Content starts

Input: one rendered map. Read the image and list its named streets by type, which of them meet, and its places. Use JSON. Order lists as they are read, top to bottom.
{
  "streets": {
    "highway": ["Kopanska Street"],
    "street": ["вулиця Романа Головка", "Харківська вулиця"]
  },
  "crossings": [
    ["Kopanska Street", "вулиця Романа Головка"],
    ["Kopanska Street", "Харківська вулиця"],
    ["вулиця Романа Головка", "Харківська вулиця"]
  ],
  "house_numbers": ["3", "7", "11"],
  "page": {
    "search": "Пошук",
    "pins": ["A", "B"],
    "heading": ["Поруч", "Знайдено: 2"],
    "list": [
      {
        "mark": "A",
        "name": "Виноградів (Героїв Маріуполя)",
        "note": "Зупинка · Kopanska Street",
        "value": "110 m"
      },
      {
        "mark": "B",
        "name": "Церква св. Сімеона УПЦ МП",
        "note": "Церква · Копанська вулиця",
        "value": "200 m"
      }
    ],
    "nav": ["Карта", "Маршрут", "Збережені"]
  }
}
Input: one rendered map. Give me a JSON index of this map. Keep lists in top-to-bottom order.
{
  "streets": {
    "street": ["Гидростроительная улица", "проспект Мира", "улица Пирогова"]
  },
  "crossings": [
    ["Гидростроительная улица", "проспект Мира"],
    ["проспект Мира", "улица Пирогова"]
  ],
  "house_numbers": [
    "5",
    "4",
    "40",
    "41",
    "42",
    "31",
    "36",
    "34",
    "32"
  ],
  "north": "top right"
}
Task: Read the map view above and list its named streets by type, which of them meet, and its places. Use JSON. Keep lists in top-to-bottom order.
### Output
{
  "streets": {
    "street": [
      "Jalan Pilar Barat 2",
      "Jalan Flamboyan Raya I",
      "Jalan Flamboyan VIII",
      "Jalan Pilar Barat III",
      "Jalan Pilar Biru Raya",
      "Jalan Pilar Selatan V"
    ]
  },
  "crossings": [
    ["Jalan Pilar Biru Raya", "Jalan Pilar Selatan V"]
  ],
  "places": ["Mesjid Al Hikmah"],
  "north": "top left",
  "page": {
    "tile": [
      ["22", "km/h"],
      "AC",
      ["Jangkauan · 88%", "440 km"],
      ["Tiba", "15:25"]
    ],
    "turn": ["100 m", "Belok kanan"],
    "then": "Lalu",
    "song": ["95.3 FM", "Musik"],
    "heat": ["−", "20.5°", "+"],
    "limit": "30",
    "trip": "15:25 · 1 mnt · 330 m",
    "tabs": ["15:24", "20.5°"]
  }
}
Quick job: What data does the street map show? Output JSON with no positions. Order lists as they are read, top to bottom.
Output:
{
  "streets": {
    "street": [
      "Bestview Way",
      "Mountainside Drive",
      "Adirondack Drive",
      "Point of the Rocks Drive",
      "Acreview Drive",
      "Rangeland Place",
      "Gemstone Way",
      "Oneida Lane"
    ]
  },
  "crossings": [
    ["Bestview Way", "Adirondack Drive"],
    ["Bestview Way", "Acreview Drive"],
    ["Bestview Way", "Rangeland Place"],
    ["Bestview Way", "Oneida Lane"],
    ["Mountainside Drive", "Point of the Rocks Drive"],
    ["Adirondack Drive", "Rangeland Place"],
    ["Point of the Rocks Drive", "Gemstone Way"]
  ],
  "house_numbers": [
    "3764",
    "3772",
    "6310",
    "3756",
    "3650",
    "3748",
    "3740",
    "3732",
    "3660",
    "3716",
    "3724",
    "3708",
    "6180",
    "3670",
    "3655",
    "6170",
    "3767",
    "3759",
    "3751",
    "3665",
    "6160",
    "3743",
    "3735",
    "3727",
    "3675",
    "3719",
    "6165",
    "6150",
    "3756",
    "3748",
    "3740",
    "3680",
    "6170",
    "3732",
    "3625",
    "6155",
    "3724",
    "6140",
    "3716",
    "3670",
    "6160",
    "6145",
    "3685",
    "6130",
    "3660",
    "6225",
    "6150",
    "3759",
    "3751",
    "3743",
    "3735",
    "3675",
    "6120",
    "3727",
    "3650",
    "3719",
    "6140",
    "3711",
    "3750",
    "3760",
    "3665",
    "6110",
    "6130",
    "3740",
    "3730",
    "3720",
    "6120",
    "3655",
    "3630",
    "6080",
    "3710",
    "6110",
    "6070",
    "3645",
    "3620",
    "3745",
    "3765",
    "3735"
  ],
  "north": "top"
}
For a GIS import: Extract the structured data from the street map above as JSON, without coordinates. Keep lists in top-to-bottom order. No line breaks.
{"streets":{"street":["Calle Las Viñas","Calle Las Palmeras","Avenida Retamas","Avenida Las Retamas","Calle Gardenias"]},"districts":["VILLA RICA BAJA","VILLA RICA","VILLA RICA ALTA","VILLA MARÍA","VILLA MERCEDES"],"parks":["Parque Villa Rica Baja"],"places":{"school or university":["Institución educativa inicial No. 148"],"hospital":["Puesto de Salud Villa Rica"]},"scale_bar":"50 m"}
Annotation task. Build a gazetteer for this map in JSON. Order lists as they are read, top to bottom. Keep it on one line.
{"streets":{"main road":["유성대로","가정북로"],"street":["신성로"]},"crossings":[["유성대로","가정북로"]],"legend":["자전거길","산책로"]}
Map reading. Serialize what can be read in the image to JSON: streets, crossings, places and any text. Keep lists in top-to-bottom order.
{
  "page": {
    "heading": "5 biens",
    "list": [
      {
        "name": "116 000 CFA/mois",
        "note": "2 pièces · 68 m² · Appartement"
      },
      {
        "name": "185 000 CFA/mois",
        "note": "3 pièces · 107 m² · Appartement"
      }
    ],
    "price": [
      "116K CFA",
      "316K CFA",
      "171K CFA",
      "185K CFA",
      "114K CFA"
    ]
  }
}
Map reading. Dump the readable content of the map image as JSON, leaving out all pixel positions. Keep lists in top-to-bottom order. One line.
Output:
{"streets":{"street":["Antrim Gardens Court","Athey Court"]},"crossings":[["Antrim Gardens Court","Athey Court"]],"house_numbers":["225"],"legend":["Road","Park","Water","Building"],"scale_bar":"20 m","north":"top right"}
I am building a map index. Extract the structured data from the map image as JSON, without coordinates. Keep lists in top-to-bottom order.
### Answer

Content ends

Your answer must be a copy of every line in the data above that holds the string "positions".

Answer –
Quick job: What data does the street map show? Output JSON with no positions. Order lists as they are read, top to bottom.
Map reading. Dump the readable content of the map image as JSON, leaving out all pixel positions. Keep lists in top-to-bottom order. One line.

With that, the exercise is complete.